- 1/2 cup butter, softened
- 3 ounces cream cheese, softened
- 1-1/4 cups all-purpose flour
- 1/4 cup butter, softened
- 1/2 cup sugar
- 1/3 cup baking cocoa
- 1 large egg yolk
- 1/2 teaspoon vanilla extract
- 1/8 teaspoon salt
- 1/2 cup finely chopped walnuts
- In a large bowl, beat butter and cream cheese until smooth. Gradually beat in flour. Shape into a disk; wrap in plastic wrap. Refrigerate 1 hour or until firm enough to roll.
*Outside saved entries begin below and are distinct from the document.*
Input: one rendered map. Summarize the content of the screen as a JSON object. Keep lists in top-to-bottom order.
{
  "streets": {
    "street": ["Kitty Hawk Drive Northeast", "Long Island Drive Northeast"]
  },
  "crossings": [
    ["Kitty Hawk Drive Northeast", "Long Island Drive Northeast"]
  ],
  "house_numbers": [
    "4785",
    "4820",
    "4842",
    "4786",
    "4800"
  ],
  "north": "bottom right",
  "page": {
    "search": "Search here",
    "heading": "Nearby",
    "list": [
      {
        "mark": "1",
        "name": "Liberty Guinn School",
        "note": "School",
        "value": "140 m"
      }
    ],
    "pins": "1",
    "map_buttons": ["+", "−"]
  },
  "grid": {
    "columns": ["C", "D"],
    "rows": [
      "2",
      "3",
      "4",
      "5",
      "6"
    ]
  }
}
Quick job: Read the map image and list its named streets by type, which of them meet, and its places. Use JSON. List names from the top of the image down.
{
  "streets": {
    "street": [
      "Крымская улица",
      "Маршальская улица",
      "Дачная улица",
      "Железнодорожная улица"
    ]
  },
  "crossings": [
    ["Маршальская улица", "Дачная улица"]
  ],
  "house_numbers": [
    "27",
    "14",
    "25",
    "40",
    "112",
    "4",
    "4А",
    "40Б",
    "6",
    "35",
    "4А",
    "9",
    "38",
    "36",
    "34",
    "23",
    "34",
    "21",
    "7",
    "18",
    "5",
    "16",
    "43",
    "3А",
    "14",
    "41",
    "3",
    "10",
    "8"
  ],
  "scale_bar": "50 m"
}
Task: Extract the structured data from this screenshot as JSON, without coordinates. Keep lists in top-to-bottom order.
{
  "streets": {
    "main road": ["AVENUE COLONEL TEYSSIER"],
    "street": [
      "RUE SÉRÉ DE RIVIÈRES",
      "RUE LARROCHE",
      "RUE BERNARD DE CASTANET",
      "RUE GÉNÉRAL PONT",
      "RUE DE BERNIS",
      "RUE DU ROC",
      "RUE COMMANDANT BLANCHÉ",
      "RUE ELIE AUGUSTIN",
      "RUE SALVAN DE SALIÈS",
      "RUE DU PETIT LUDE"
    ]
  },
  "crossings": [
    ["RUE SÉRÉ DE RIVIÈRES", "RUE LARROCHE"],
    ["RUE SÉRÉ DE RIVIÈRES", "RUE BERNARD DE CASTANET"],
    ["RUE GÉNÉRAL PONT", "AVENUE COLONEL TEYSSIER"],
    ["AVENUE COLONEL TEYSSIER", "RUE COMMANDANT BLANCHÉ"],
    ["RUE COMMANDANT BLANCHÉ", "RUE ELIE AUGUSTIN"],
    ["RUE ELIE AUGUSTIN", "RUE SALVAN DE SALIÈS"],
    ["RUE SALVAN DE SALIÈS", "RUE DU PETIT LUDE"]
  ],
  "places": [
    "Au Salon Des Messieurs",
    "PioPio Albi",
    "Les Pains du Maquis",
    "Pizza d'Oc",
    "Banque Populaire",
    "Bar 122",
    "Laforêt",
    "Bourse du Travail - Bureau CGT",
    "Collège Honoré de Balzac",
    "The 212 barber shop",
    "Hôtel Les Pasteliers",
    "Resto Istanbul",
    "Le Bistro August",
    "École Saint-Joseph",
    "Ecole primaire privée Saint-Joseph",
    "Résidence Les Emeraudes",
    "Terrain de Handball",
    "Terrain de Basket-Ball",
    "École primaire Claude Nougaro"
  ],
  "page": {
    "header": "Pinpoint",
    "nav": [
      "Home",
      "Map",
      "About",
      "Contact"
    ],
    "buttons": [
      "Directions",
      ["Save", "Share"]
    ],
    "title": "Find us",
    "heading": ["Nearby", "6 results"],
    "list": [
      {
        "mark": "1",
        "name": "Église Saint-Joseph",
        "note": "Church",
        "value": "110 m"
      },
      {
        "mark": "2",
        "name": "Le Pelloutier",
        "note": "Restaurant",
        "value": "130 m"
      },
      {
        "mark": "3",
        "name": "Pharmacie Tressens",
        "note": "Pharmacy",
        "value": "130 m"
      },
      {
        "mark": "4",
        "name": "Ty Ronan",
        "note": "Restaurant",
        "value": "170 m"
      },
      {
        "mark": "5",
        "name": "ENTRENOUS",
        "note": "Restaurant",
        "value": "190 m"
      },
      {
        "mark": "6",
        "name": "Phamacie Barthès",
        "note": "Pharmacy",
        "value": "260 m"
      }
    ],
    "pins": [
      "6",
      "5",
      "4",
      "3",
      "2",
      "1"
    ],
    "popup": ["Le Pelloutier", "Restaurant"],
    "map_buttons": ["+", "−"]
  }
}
- For filling, in a small bowl, beat butter, sugar and baking cocoa until blended. Beat in egg yolk, vanilla and salt. Stir in walnuts.
- Preheat oven to 350°. On a lightly floured surface, roll dough into a 12-1/2-in. square; cut into twenty-five 2-1/2-in. squares.
- Place a rounded teaspoonful of filling in center of each square. Bring two opposite corners to center. Moisten edges with water and pinch to seal. Place 1 in. apart on lightly greased baking sheets.
Bake 18-22 minutes or until light brown. Remove to wire racks to cool.
Freeze option: Freeze cookies in freezer containers. To use, thaw before serving. Yield: 25 cookies.